Con sentenza n. 1867 del 06/05/2024, che allego, depositata lo scorso 20 maggio, il TAR Sicilia, sez. Catania ha rigettato il ricorso promosso da un ente ecclesiastico avente ad oggetto l’annullamento dell’ordine di demolizione emanato da un Ente locale della provincia di Catania, relativo a lavori di riqualificazione di area di proprietà dell’ente ecclesiastico, con realizzazione di campi da padel e padball e diversa distribuzione degli spazi interni.
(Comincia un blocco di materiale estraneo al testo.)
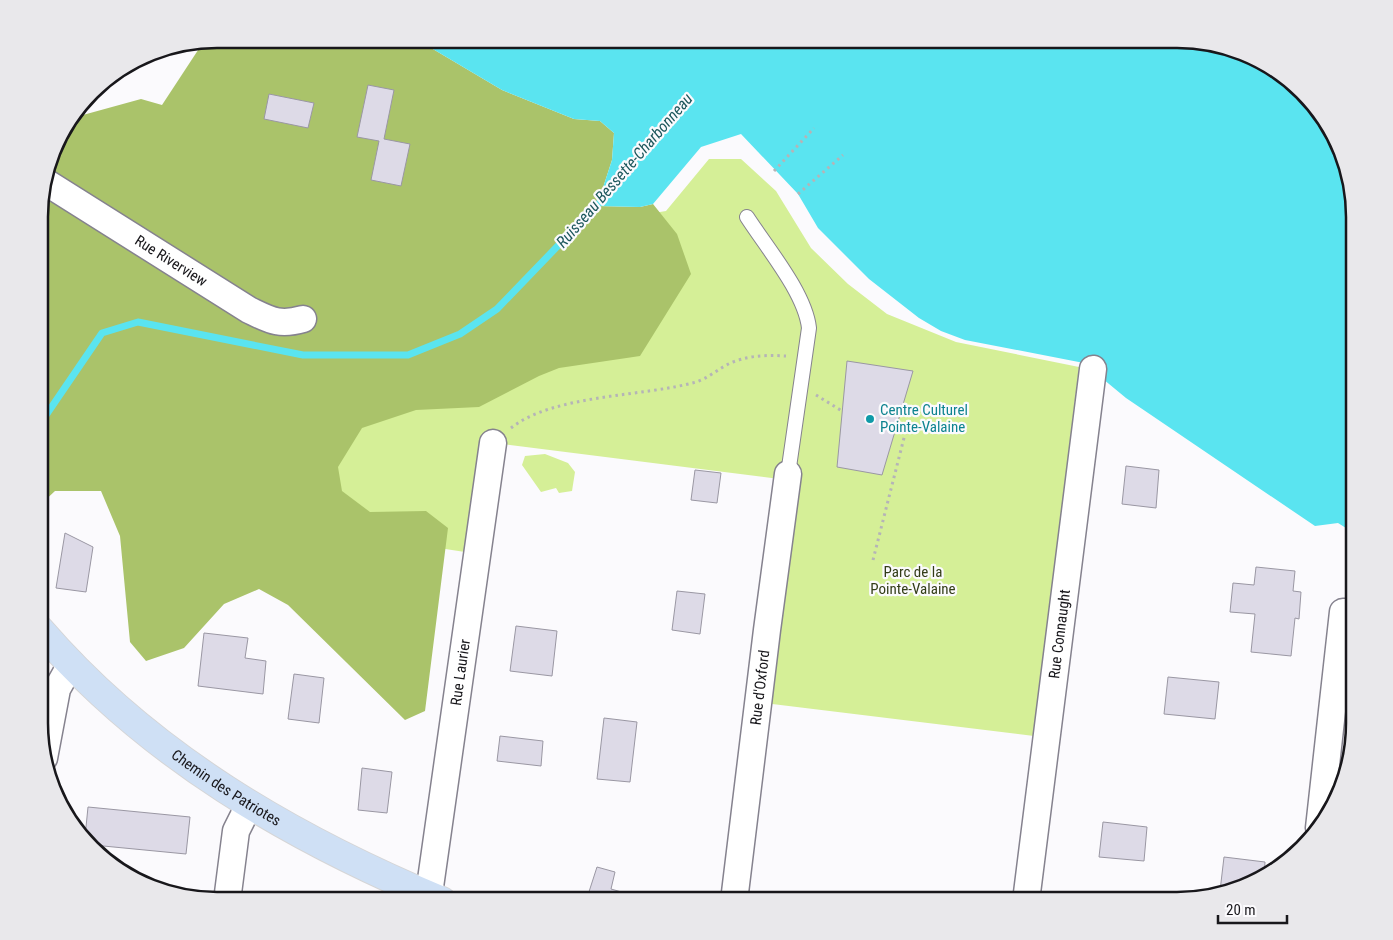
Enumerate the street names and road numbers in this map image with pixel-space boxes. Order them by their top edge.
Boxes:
street label: Rue Riverview [132,231,211,290]
street label: Rue Connaught [1045,588,1074,680]
street label: Rue Laurier [447,637,474,707]
street label: Rue d'Oxford [746,649,773,726]
street label: Chemin des Patriotes [168,746,284,830]

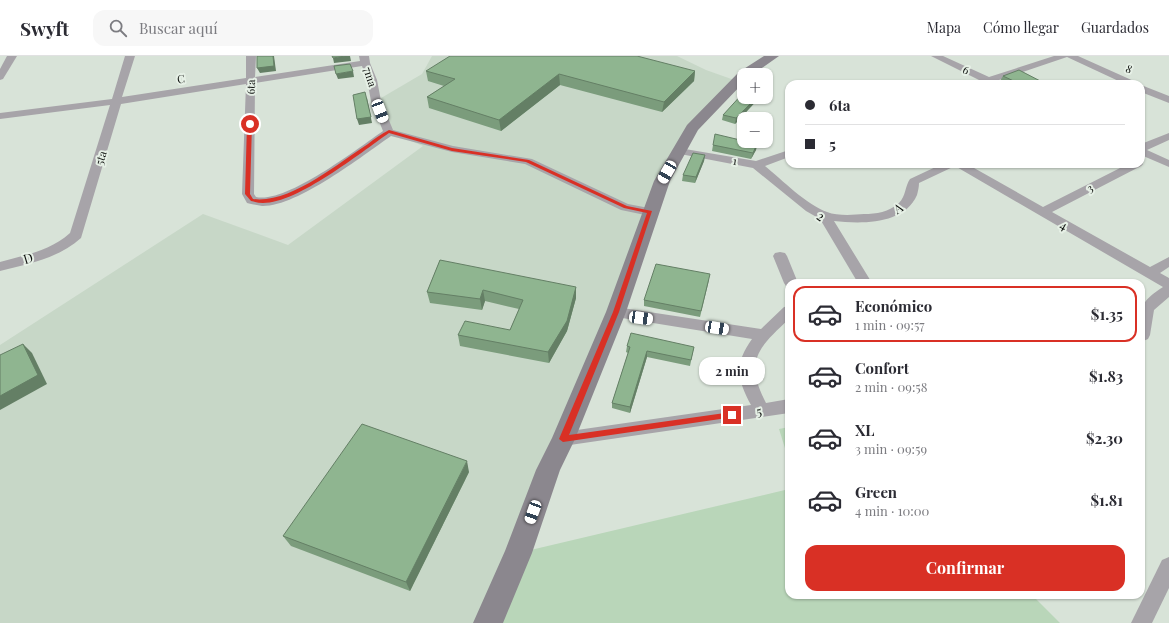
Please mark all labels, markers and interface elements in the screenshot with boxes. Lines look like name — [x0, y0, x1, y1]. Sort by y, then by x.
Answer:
search box — [93, 10, 373, 46]
text: Swyft — [20, 15, 69, 41]
icon: search — [107, 17, 129, 39]
text: Buscar aquí — [139, 18, 218, 38]
text: Mapa — [927, 18, 961, 37]
text: Cómo llegar — [983, 18, 1059, 37]
text: Guardados — [1081, 18, 1149, 37]
street label: 8 — [1124, 61, 1135, 77]
street label: 6 — [960, 62, 972, 78]
street label: 7ma — [360, 65, 381, 89]
map controls — [737, 68, 773, 148]
button: + — [737, 68, 773, 104]
street label: C — [176, 71, 186, 86]
street label: 6ta — [243, 79, 258, 95]
text: 6ta — [829, 95, 850, 115]
car — [370, 98, 390, 124]
button: − — [737, 112, 773, 148]
route start — [241, 115, 259, 133]
text: 5 — [829, 134, 836, 154]
street label: 5ta — [91, 148, 110, 167]
street label: 1 — [732, 153, 738, 168]
car — [656, 159, 678, 185]
street label: 3 — [1084, 180, 1095, 195]
street label: A — [889, 198, 906, 217]
street label: 2 — [814, 207, 829, 224]
street label: 4 — [1057, 216, 1071, 234]
street label: D — [21, 248, 35, 267]
icon: car — [807, 296, 843, 332]
text: Económico — [855, 296, 932, 316]
text: $1.35 — [1091, 304, 1123, 324]
car — [628, 310, 654, 326]
text: 1 min · 09:57 — [855, 316, 925, 333]
car — [704, 320, 730, 336]
callout: 2 min — [699, 357, 765, 385]
icon: car — [807, 358, 843, 394]
text: Confort — [855, 358, 909, 378]
text: 2 min — [715, 362, 749, 379]
text: $1.83 — [1089, 366, 1123, 386]
text: 2 min · 09:58 — [855, 378, 928, 395]
street label: 5 — [755, 402, 763, 419]
route end — [723, 406, 741, 424]
icon: car — [807, 420, 843, 456]
text: XL — [855, 420, 875, 440]
text: $2.30 — [1086, 428, 1123, 448]
text: 3 min · 09:59 — [855, 440, 927, 457]
icon: car — [807, 482, 843, 518]
text: Green — [855, 482, 897, 502]
text: $1.81 — [1090, 490, 1123, 510]
car — [523, 499, 543, 525]
text: 4 min · 10:00 — [855, 502, 929, 519]
button: Confirmar — [805, 545, 1125, 591]

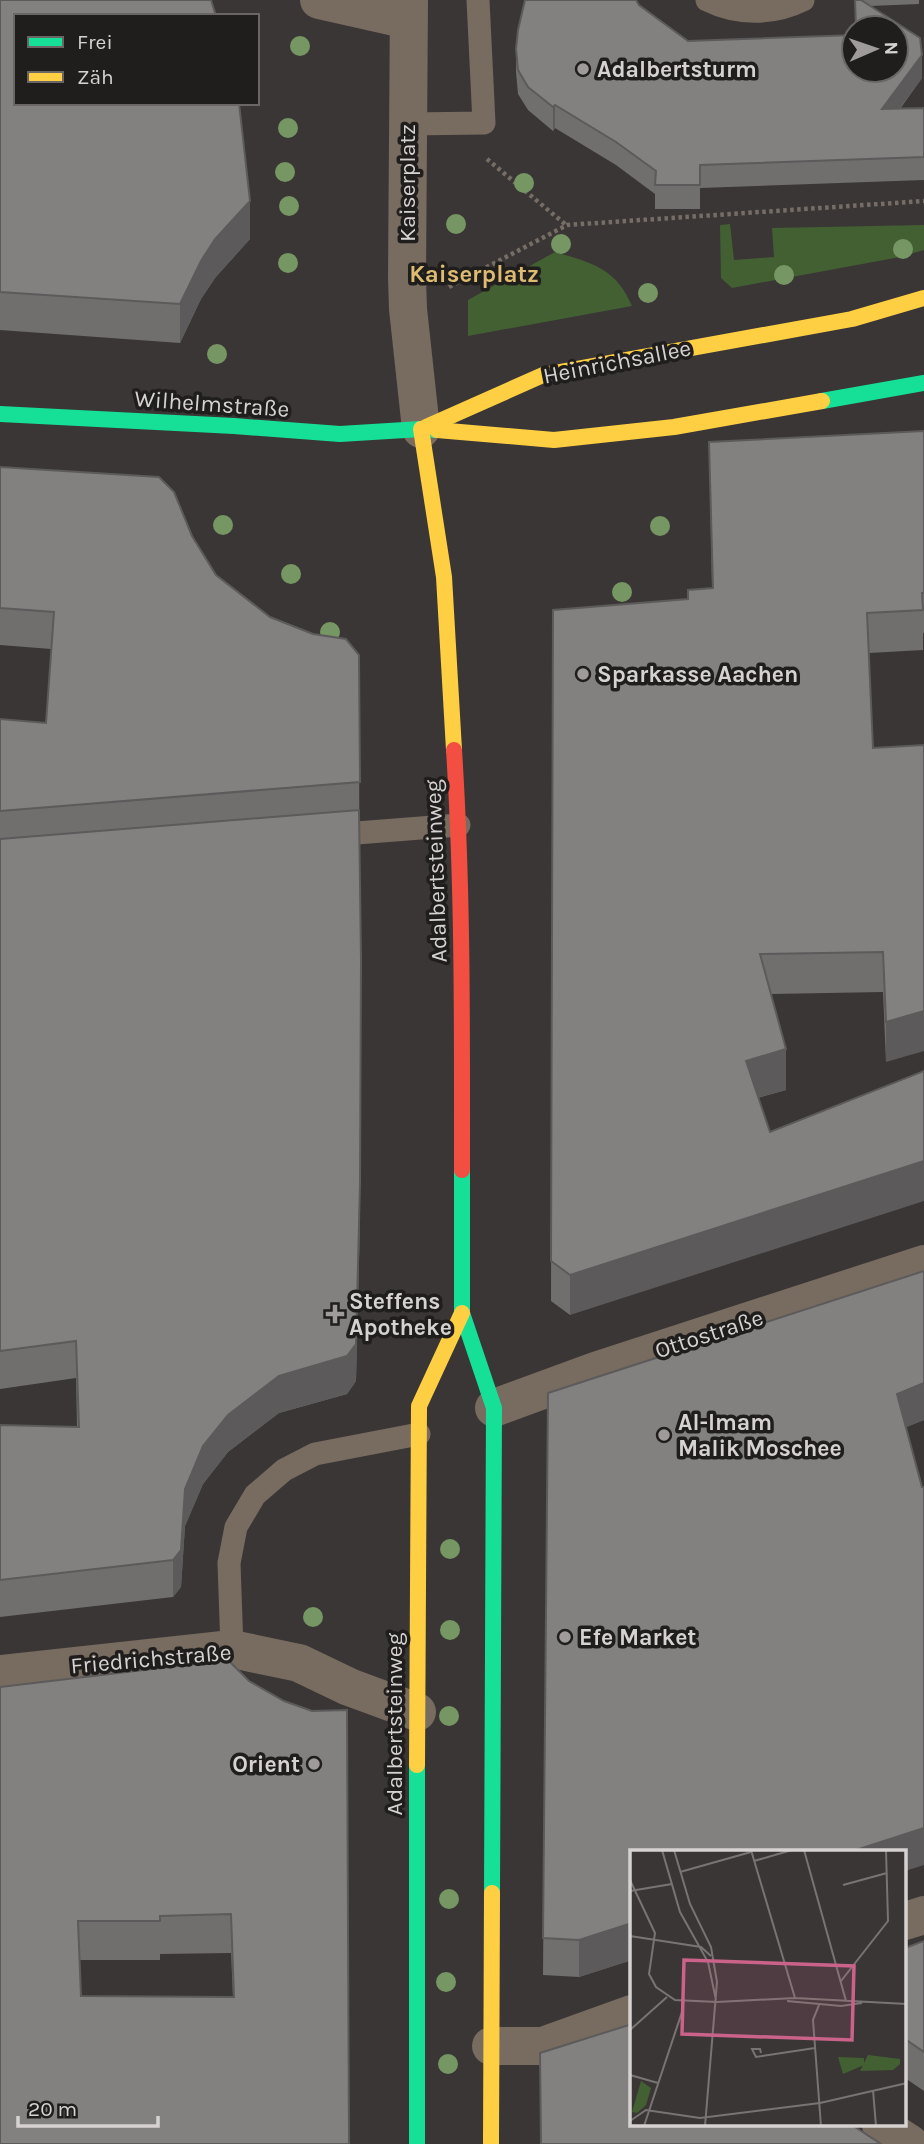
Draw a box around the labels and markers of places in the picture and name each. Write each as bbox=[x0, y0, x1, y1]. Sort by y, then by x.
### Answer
place label: Adalbertsturm bbox=[597, 56, 757, 83]
marker: Adalbertsturm bbox=[575, 61, 591, 77]
place label: Sparkasse Aachen bbox=[597, 661, 798, 688]
marker: Sparkasse Aachen bbox=[575, 666, 591, 682]
place label: Steffens Apotheke bbox=[349, 1288, 452, 1341]
marker: Steffens Apotheke bbox=[327, 1306, 343, 1322]
place label: Al-Imam Malik Moschee bbox=[678, 1409, 842, 1462]
marker: Al-Imam Malik Moschee bbox=[656, 1427, 672, 1443]
place label: Efe Market bbox=[579, 1624, 696, 1651]
marker: Efe Market bbox=[557, 1629, 573, 1645]
place label: Orient bbox=[232, 1751, 300, 1778]
marker: Orient bbox=[306, 1756, 322, 1772]

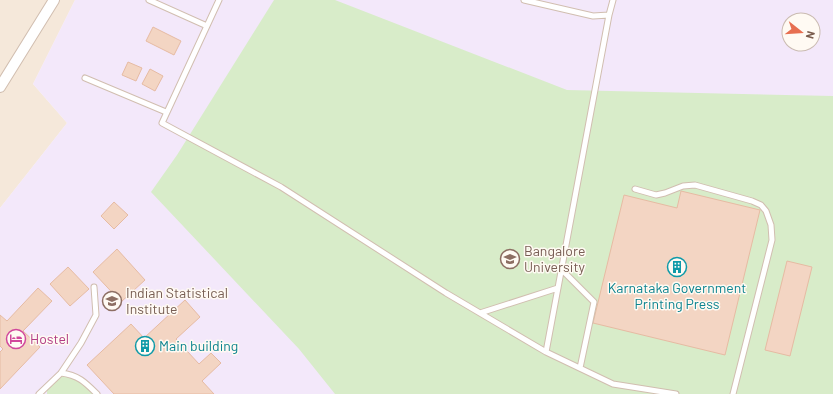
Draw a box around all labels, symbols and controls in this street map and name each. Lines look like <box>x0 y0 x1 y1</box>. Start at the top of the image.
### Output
north arrow <box>781 12 821 52</box>
text: N <box>804 30 818 40</box>
place label: Bangalore University <box>524 242 586 275</box>
school or university icon: Bangalore University <box>499 248 521 270</box>
building icon: Karnataka Government Printing Press <box>666 256 688 278</box>
place label: Karnataka Government Printing Press <box>608 279 746 312</box>
place label: Indian Statistical Institute <box>126 284 228 317</box>
school or university icon: Indian Statistical Institute <box>101 290 123 312</box>
hotel icon: Hostel <box>5 328 27 350</box>
place label: Hostel <box>30 330 69 347</box>
building icon: Main building <box>134 335 156 357</box>
place label: Main building <box>159 337 238 354</box>

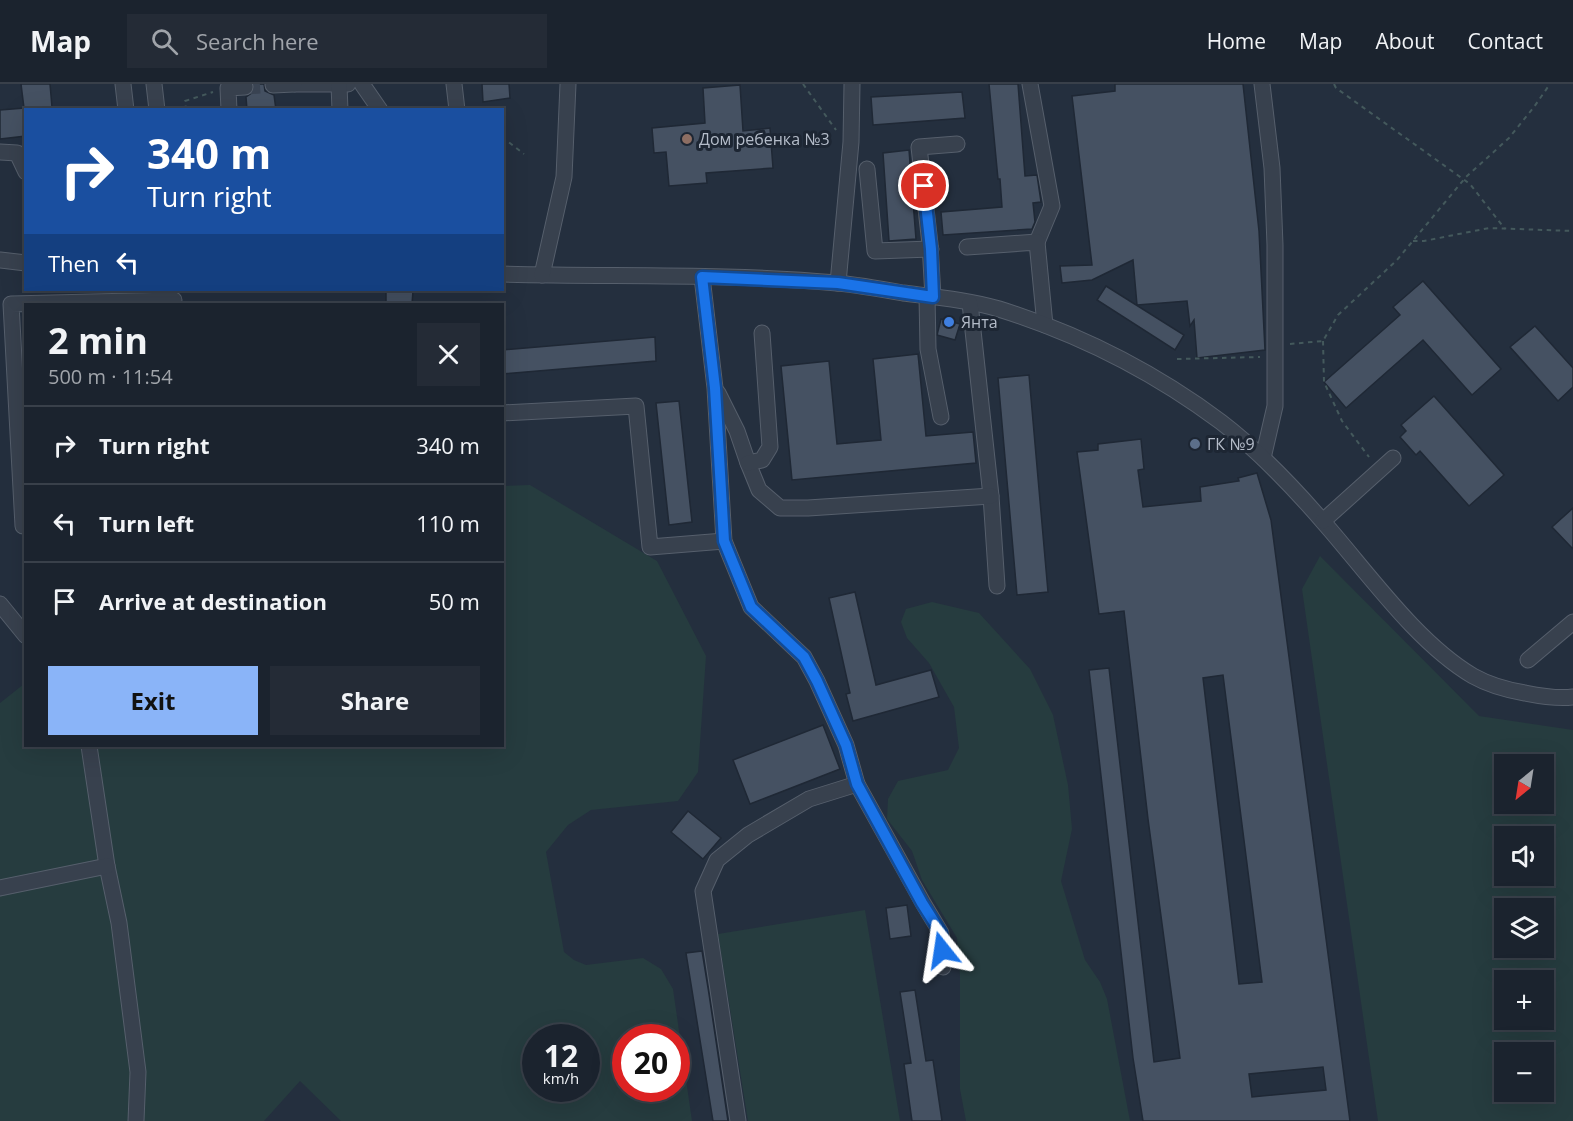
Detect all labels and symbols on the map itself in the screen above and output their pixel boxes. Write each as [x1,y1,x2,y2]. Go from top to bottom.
place label: Дом ребенка №3 [699,128,830,150]
marker: Дом ребенка №3 [680,132,694,146]
pin [898,160,949,211]
place label: Янта [961,311,998,333]
marker: Янта [942,315,956,329]
place label: ГК №9 [1207,433,1255,455]
marker: ГК №9 [1188,437,1202,451]
north arrow [1494,754,1554,814]
position arrow [910,918,974,982]
speed limit sign: 20 [612,1024,690,1102]

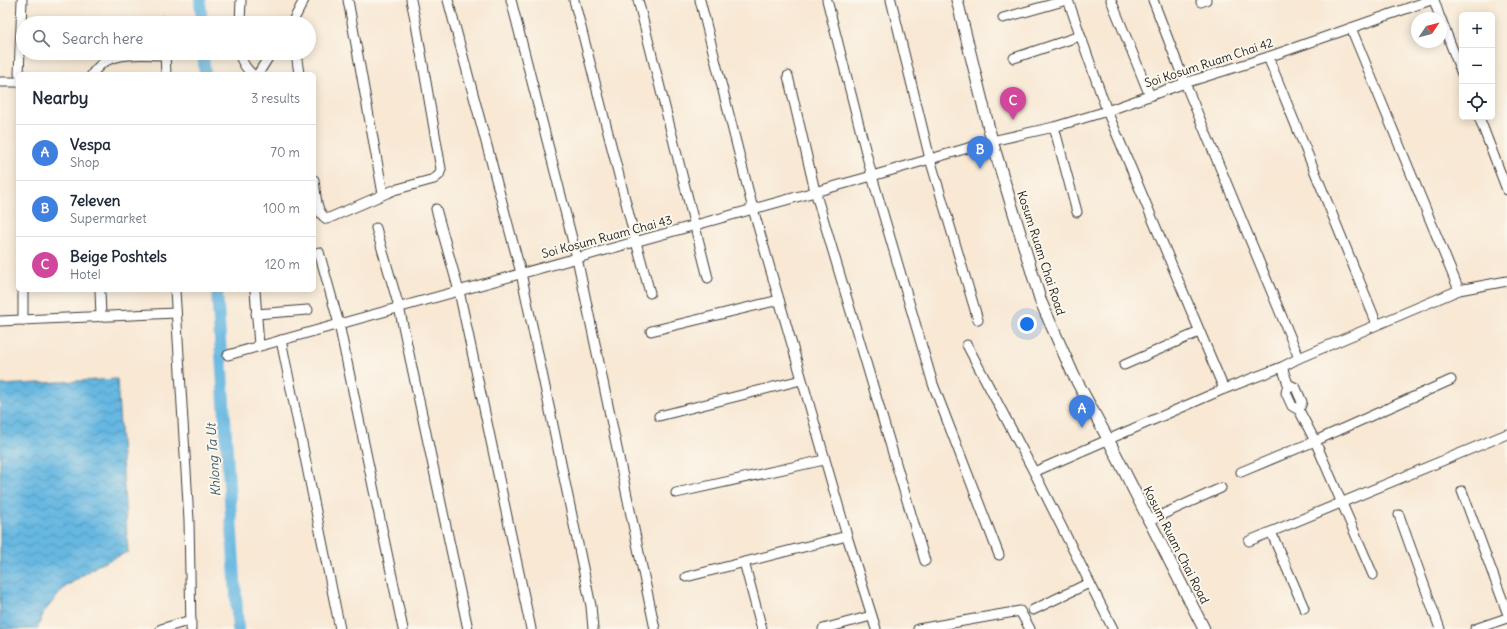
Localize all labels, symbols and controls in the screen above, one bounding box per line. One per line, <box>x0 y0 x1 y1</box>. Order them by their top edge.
north arrow <box>1411 12 1447 48</box>
map controls <box>1459 12 1495 120</box>
button: + <box>1459 12 1495 48</box>
search box <box>16 16 316 60</box>
icon: search <box>30 27 52 49</box>
text: Search here <box>62 29 143 48</box>
street label: Soi Kosum Ruam Chai 42 <box>1143 35 1275 90</box>
button: − <box>1459 48 1495 84</box>
button: locate <box>1459 84 1495 120</box>
text: Nearby <box>32 87 88 109</box>
pin: C <box>1000 87 1026 120</box>
text: 3 results <box>251 90 300 107</box>
text: Vespa <box>70 135 111 154</box>
pin: B <box>967 136 993 169</box>
text: A <box>41 144 49 161</box>
text: 70 m <box>271 144 300 161</box>
text: Shop <box>70 154 99 171</box>
street label: Kosum Ruam Chai Road <box>1014 189 1069 317</box>
text: 7eleven <box>70 191 120 210</box>
text: B <box>41 200 49 217</box>
text: 100 m <box>263 200 300 217</box>
text: Supermarket <box>70 210 147 227</box>
street label: Soi Kosum Ruam Chai 43 <box>540 212 674 261</box>
text: Beige Poshtels <box>70 247 167 266</box>
text: C <box>41 256 49 273</box>
text: 120 m <box>265 256 300 273</box>
text: Hotel <box>70 266 101 283</box>
your location <box>1017 314 1037 334</box>
pin: A <box>1069 395 1095 428</box>
water label: Khlong Ta Ut <box>202 421 225 497</box>
street label: Kosum Ruam Chai Road <box>1140 483 1213 606</box>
In particolare, a sostegno del proprio ricorso, il ricorrente sosteneva che i prefati lavori fossero da inquadrare quali lavori di riqualificazione dell’area destinata a campi di padel e di manutenzione straordinaria rientranti nell’attività c.d. di edilizia libera (come definite dalla lett. b del comma 1 dell’art. 3 del D.P.R. n. 380/2001, richiamato dalla lettera a del comma 1 dell’art. 4 della legge regionale n. 16/2016, che disciplina gli interventi edilizi consentiti nelle zone bianche), senza creazione di volumi o superfici e senza una significativa trasformazione urbanistica del territorio implicante incremento del carico urbanistico, per le quali risultava sufficiente e idonea la comunicazione di inizio lavori asseverata che era stata trasmessa.

Inoltre, sempre secondo la difesa dell’ente, detti interventi andavano inquadrati ai sensi dell’art. 3, comma 1, lett v e z della legge regionale n. 16/2016, trattandosi di opere di ripavimentazione e di rifinitura di spazi esterni, all’interno di un complesso sportivo all’aperto già esistente, con una propria autonomia e senza movimenti di terra e lavori di spianamento dell’area, e, comunque, di lavori eseguiti su area ludica (impianto sportivo preesistente) da soggetto senza fini di lucro e senza destinazione delle opere a fini commerciali.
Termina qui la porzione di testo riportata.